First published review!


Hermann Braunschmidt writes to BtP (January 2003):
Good Times seems to have the first review of The Well's on Fire ... in their 2003 Feb/Mar issue .

Good Times has regularly about 200 CD reviews in each magazine. The Well's on Fire made it the Highlight CD for this year's number 1 issue. Eagle Rock promote the new album with an half a page colour advert listing the German tour dates as well.
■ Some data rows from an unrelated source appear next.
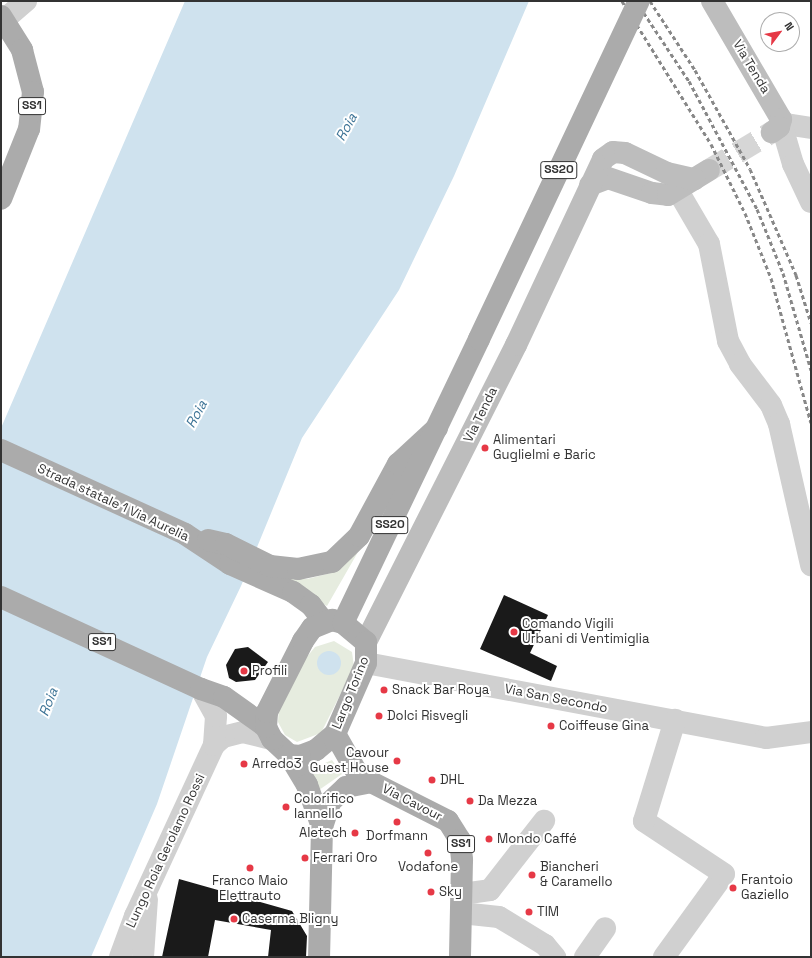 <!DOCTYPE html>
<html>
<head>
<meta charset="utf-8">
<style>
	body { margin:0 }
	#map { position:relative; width:812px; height:958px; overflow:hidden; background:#fff; font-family:"Space Grotesk",sans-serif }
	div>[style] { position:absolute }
	.green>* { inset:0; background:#e6ecdf }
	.water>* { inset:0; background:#cfe2ee }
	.round { border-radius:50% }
	.building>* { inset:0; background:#1a1a1a }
	.secondary-tunnel>* { height:22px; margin-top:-11px; transform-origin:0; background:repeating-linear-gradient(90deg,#d6d6d6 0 22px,transparent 0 33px) }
	.minor>* { height:22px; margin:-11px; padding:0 11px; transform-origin:11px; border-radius:11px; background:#d0d0d0 }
	.secondary>* { height:22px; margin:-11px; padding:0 11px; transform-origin:11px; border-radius:11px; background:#bdbdbd }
	.primary>* { height:22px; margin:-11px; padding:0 11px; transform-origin:11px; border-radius:11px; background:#ababab }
	.rail>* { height:3px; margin-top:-1.5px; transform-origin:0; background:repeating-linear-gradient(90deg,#888 0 4px,transparent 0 7px) }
	.primary-bridge>* { height:22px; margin:-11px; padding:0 11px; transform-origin:11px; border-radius:11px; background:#ababab }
	.dots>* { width:11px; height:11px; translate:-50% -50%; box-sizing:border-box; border:2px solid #fff; border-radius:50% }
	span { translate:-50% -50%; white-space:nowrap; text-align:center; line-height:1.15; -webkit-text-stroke:4px #fff; paint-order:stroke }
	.shield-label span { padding:1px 3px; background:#fff; border:1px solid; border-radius:3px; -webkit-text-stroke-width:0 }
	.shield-label { font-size:12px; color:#333; font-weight:700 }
	.street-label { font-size:13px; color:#333 }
	.poi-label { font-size:13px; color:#333 }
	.left { translate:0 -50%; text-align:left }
	.right { translate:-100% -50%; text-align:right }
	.water-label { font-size:14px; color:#3f7597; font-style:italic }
	.frame { position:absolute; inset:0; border:2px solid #333; pointer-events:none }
	.north { position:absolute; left:760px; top:12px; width:40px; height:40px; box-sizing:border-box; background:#fff; border:1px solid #adadad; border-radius:50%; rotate:58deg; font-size:11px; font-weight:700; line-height:16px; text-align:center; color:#333 }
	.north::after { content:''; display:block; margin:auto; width:14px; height:18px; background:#e63946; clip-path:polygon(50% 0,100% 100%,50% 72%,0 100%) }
</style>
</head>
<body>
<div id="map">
	<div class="green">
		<i style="clip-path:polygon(358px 552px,327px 606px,271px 576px,307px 579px,331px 573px)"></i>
		<i style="clip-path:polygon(334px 641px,352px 652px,354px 667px,321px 733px,297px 742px,285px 735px,278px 722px,279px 707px,301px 664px,315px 647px)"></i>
		<i style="clip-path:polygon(332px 760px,342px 774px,319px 790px,309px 770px)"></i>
	</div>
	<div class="water">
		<i style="clip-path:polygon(185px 1px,529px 1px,454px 176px,399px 290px,302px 438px,241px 586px,207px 657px,157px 804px,91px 957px,1px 957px,1px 428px)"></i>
		<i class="round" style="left:317px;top:651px;width:24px;height:24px"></i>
	</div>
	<div class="building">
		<i style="clip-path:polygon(504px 595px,548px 615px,530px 653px,557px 666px,551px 681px,480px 649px)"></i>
		<i style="clip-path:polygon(248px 647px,268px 662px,255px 680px,236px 682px,229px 678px,226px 665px,235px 649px)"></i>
		<i style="clip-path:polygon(179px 879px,292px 911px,307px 936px,306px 957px,268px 957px,271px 930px,215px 920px,208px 957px,162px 957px)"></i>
	</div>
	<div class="secondary-tunnel">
		<i style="left:709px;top:170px;width:74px;rotate:-31.1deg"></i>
	</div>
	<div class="minor">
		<i style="left:5px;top:19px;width:28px;rotate:-41deg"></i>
		<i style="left:811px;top:128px;width:30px;rotate:-171deg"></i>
		<i style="left:781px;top:123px;width:43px;rotate:73.7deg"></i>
		<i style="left:793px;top:164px;width:42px;rotate:64.7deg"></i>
		<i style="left:678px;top:191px;width:61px;rotate:59.7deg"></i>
		<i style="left:709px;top:244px;width:99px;rotate:78.9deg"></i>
		<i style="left:728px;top:341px;width:26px;rotate:62deg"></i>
		<i style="left:740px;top:364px;width:51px;rotate:52.9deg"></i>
		<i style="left:771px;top:405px;width:21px;rotate:67deg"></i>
		<i style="left:779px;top:424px;width:145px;rotate:77.2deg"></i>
		<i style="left:366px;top:663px;width:407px;rotate:10.6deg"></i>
		<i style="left:766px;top:738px;width:45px;rotate:-7.6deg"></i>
		<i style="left:214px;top:745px;width:12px;rotate:-42deg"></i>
		<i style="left:223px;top:737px;width:21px;rotate:-14deg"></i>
		<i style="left:243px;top:732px;width:30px;rotate:14deg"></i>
		<i style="left:462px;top:894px;width:28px;rotate:-8deg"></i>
		<i style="left:490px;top:890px;width:88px;rotate:-52deg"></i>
		<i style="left:461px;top:913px;width:38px;rotate:6deg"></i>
		<i style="left:499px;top:917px;width:54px;rotate:31.3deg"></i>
		<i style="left:545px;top:945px;width:16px;rotate:50deg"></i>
		<i style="left:120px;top:957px;width:44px;rotate:-69.9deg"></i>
		<i style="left:135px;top:916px;width:188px;rotate:-65.2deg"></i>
		<i style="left:214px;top:745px;width:29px;rotate:-86deg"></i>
		<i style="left:216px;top:716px;width:31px;rotate:-119deg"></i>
		<i style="left:143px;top:957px;width:58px;rotate:-86.1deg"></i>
		<i style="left:585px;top:957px;width:35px;rotate:-55deg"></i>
		<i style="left:664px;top:957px;width:102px;rotate:-54.1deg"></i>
		<i style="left:724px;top:874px;width:96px;rotate:-146.5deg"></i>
		<i style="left:644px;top:821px;width:106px;rotate:-72.9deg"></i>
	</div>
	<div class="secondary">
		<i style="left:712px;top:1px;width:137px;rotate:59.7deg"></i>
		<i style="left:781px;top:119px;width:8px;rotate:104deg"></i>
		<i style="left:779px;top:127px;width:9px;rotate:144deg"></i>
		<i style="left:590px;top:185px;width:19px;rotate:-21deg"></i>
		<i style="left:608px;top:178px;width:46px;rotate:18.8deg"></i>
		<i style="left:652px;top:193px;width:16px;rotate:7deg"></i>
		<i style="left:668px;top:195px;width:48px;rotate:-31.4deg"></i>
		<i style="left:366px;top:642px;width:333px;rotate:-63.2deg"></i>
		<i style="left:516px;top:345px;width:205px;rotate:-64.9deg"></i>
		<i style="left:603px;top:159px;width:12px;rotate:-35deg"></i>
		<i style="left:613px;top:152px;width:12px;rotate:5deg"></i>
		<i style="left:625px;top:153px;width:47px;rotate:25.5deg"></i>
		<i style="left:667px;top:173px;width:28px;rotate:13deg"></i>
	</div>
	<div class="primary">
		<i style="left:1px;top:16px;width:40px;rotate:58deg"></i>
		<i style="left:22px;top:50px;width:43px;rotate:75.3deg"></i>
		<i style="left:33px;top:92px;width:37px;rotate:96deg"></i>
		<i style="left:29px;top:129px;width:75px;rotate:111.8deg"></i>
		<i style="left:1px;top:450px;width:202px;rotate:24.5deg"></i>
		<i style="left:185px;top:534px;width:54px;rotate:33.7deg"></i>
		<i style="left:230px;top:564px;width:69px;rotate:24deg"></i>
		<i style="left:293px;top:592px;width:22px;rotate:36deg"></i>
		<i style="left:311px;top:605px;width:20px;rotate:53deg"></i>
		<i style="left:208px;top:540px;width:18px;rotate:13deg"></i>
		<i style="left:226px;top:544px;width:49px;rotate:26.6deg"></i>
		<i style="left:270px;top:566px;width:28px;rotate:6deg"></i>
		<i style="left:298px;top:569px;width:35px;rotate:-12deg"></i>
		<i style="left:332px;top:562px;width:37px;rotate:-44deg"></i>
		<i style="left:359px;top:536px;width:82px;rotate:-61.6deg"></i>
		<i style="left:398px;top:464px;width:53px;rotate:-42.7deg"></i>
		<i style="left:1px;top:597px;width:220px;rotate:24.7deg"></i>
		<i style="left:201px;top:689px;width:24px;rotate:19deg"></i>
		<i style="left:224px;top:697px;width:52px;rotate:35.5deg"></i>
		<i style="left:332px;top:620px;width:11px;rotate:15deg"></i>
		<i style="left:343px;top:623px;width:30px;rotate:40deg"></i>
		<i style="left:366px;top:642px;width:21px;rotate:90deg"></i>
		<i style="left:366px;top:663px;width:77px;rotate:113.6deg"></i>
		<i style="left:335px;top:734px;width:25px;rotate:140deg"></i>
		<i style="left:316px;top:750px;width:17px;rotate:159deg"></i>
		<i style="left:300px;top:756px;width:11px;rotate:-175deg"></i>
		<i style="left:289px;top:755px;width:23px;rotate:-137deg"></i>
		<i style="left:272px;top:739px;width:13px;rotate:-117deg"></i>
		<i style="left:266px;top:727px;width:15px;rotate:-86deg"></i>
		<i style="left:267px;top:712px;width:80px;rotate:-63.1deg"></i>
		<i style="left:303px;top:641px;width:16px;rotate:-55deg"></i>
		<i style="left:312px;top:628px;width:22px;rotate:-22deg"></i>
		<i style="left:343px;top:623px;width:315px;rotate:-64.4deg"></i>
		<i style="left:335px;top:734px;width:43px;rotate:60.4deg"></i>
		<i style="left:356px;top:771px;width:19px;rotate:36deg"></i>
		<i style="left:371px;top:782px;width:86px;rotate:26.9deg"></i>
		<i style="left:448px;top:821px;width:22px;rotate:58deg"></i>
		<i style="left:460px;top:840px;width:20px;rotate:84deg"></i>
		<i style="left:462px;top:860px;width:97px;rotate:91.2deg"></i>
		<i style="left:289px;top:755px;width:35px;rotate:59deg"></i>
		<i style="left:307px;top:785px;width:45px;rotate:70.3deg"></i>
		<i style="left:322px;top:827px;width:130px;rotate:91.3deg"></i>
		<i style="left:322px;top:827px;width:26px;rotate:-72deg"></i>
		<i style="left:330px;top:802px;width:22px;rotate:-43deg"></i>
		<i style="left:346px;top:787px;width:25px;rotate:-11deg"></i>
	</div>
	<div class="rail">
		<i style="left:622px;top:1px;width:168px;rotate:58.1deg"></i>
		<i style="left:711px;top:144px;width:77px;rotate:63.8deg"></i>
		<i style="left:745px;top:213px;width:70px;rotate:68.2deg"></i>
		<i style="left:771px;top:278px;width:150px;rotate:74.6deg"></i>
		<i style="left:636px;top:1px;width:96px;rotate:56.5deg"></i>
		<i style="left:689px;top:81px;width:145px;rotate:62deg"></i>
		<i style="left:757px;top:209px;width:69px;rotate:67.9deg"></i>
		<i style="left:783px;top:273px;width:101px;rotate:73.9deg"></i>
		<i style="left:650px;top:1px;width:82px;rotate:56.9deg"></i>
		<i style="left:695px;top:70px;width:113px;rotate:60.9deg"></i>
		<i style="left:750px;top:169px;width:116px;rotate:66.5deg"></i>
		<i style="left:796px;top:275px;width:50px;rotate:72.6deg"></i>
	</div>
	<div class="primary-bridge">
		<i style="left:479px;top:339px;width:374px;rotate:-64.7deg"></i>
	</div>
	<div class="dots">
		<i style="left:485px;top:448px;background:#e63946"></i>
		<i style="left:514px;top:632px;background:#e63946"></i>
		<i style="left:244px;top:671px;background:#e63946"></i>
		<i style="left:384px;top:690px;background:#e63946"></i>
		<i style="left:379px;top:716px;background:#e63946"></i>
		<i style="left:551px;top:726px;background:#e63946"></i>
		<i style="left:397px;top:761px;background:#e63946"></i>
		<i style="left:244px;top:764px;background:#e63946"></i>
		<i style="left:432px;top:780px;background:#e63946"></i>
		<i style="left:470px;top:801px;background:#e63946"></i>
		<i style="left:286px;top:807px;background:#e63946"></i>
		<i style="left:397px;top:822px;background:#e63946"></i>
		<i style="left:355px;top:833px;background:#e63946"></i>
		<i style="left:489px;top:839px;background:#e63946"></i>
		<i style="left:428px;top:853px;background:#e63946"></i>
		<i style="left:305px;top:858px;background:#e63946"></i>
		<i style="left:250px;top:868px;background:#e63946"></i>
		<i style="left:532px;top:875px;background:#e63946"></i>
		<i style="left:733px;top:888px;background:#e63946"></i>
		<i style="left:431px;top:892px;background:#e63946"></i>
		<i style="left:529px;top:912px;background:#e63946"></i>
		<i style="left:234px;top:919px;background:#e63946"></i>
	</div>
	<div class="shield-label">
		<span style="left:32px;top:106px">SS1</span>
		<span style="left:559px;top:170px">SS20</span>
		<span style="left:390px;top:525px">SS20</span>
		<span style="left:102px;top:642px">SS1</span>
		<span style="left:461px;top:844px">SS1</span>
	</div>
	<div class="street-label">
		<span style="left:751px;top:67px;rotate:59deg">Via Tenda</span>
		<span style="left:481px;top:415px;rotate:-64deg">Via Tenda</span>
		<span style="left:113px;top:503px;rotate:25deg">Strada statale 1 Via Aurelia</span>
		<span style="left:351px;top:693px;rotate:-68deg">Largo Torino</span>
		<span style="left:556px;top:699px;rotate:11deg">Via San Secondo</span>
		<span style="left:412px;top:803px;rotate:27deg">Via Cavour</span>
		<span style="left:166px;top:851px;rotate:-65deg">Lungo Roia Gerolamo Rossi</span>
	</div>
	<div class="poi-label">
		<span class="left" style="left:493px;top:448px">Alimentari<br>Guglielmi e Baric</span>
		<span class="left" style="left:522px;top:632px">Comando Vigili<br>Urbani di Ventimiglia</span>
		<span class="left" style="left:252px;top:671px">Profili</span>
		<span class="left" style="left:392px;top:690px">Snack Bar Roya</span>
		<span class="left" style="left:387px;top:716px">Dolci Risvegli</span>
		<span class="left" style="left:559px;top:726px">Coiffeuse Gina</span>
		<span class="right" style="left:389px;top:761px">Cavour<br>Guest House</span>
		<span class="left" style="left:252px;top:764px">Arredo3</span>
		<span class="left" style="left:440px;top:780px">DHL</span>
		<span class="left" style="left:294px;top:807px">Colorifico<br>Iannello</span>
		<span class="left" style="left:478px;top:801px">Da Mezza</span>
		<span class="right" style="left:347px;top:833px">Aletech</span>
		<span style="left:397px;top:836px">Dorfmann</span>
		<span class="left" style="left:497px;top:839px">Mondo Caffé</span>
		<span class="left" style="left:313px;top:858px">Ferrari Oro</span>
		<span style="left:428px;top:867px">Vodafone</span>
		<span class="left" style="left:540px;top:875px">Biancheri<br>&amp; Caramello</span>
		<span class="left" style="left:741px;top:888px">Frantoio<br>Gaziello</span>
		<span style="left:250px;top:889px">Franco Maio<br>Elettrauto</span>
		<span class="left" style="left:439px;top:892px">Sky</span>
		<span class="left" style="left:537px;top:912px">TIM</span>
		<span class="left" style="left:242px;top:919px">Caserma Bligny</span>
	</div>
	<div class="water-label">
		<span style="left:346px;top:127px;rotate:-62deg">Roia</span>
		<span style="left:196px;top:414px;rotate:-62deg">Roia</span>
		<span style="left:48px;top:702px;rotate:-69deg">Roia</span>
	</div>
	<div class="frame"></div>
	<div class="north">N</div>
</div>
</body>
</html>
The review was written by Uli Twelker, a highly-respected German Rock journalist who also wrote an essential book on the Small Faces in 1993 (Happy Boys Happy, issued in London) and is an absolute expert on the Hollies . he wrote the liner notes for many Hollies reissues. The review is half a page long:

Some quotation: "Brooker and Fisher reunited the line-up that already convinced live in the mid-nineties: the dynamic Mark Brzezicki, Matt Pegg plays a ground solid bass and Geoff Whitehorn, who proved his virtuosity already with If, Roger Chapman and Paul Rogers. Experts as energetic as relaxed, ideal support for the Brooker/Fisher tandem.

"Brooker and Reid on the small path between long-awaited recognition and slight deviation. Gary still is the master of half-tone steps . Just as to prove that the revitalised band does not want to rest on their fame for ballads, they start the album with lots of power. The catchy piano riff is picked up by Geoff's Gibson [sic]. Reid's message 'I've been shadow boxed" with many metaphors about what you have to stand during life, gains urgency on driving rock patterns. [The reviewer has the Promo running-order here].

"On the other hand the listener soon registers references to old great works. Not only the literal The Emperor's New Clothes" wakes memories to A Salty Dog; The Signature reawakes Bach's church organ from AWSoP, many quotes ... but why not ?

"Other songs seem to remind on R&B roots from the pre-Procol Paramounts, whereas The Wall Street Blues comments on the end of the unscrupulous brokers in the stock market (???). A warmly-produced album, with wonderful, mature songs, without really surprises – except perhaps one : that the legendary band really is intact, as if they never had been away."